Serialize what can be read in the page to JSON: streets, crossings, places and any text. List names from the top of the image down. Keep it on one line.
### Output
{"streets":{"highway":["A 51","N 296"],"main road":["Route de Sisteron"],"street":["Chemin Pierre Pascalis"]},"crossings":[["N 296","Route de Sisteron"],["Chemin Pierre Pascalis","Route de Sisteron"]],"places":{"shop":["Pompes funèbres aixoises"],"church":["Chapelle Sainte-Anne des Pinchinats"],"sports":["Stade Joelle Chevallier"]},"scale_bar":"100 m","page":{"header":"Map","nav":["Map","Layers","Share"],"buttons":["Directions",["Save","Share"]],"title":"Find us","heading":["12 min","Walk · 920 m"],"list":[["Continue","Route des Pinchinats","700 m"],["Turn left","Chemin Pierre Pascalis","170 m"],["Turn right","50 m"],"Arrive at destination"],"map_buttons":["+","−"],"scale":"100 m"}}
* * *
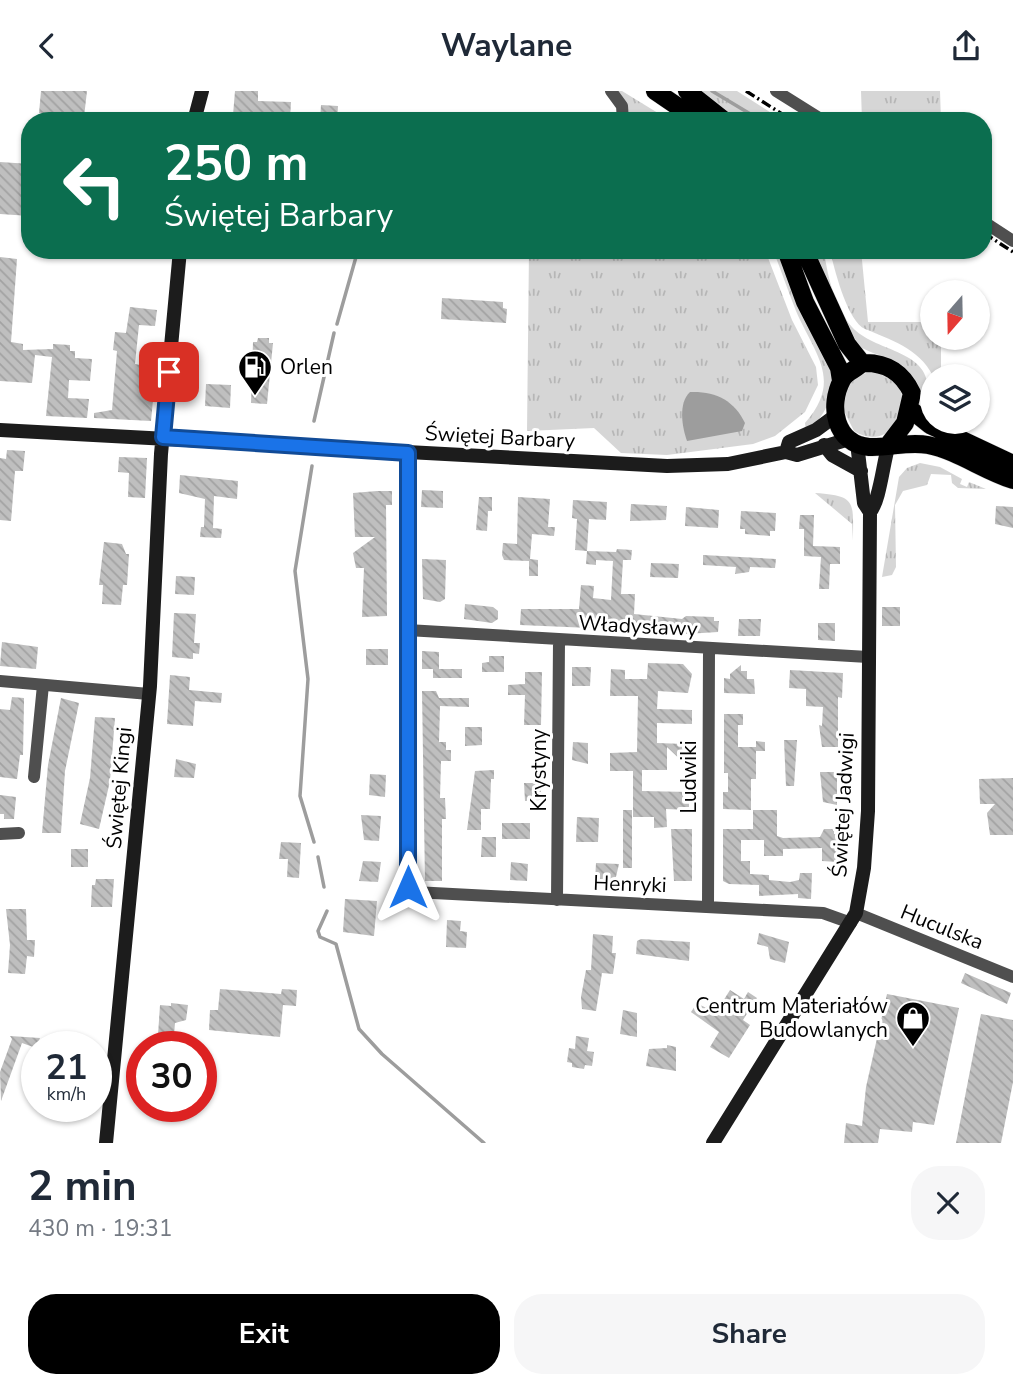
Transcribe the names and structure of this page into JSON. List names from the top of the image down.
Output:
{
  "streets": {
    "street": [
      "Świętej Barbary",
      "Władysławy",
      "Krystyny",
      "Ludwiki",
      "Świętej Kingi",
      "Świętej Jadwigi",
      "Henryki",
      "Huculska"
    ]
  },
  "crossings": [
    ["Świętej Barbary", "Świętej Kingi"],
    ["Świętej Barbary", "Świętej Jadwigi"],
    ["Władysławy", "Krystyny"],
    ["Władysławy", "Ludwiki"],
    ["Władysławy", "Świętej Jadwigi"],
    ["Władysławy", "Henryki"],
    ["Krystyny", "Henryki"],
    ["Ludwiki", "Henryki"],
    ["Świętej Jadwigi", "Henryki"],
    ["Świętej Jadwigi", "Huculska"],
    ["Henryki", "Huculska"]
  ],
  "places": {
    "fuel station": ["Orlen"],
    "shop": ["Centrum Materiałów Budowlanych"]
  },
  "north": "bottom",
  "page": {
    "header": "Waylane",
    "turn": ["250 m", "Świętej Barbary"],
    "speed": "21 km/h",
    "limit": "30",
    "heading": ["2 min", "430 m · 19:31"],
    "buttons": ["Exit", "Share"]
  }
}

§ **Exercise details**:
If a line in the data contains the string "from", count it, then give the total and nothing else.

§ **Completed task**:
2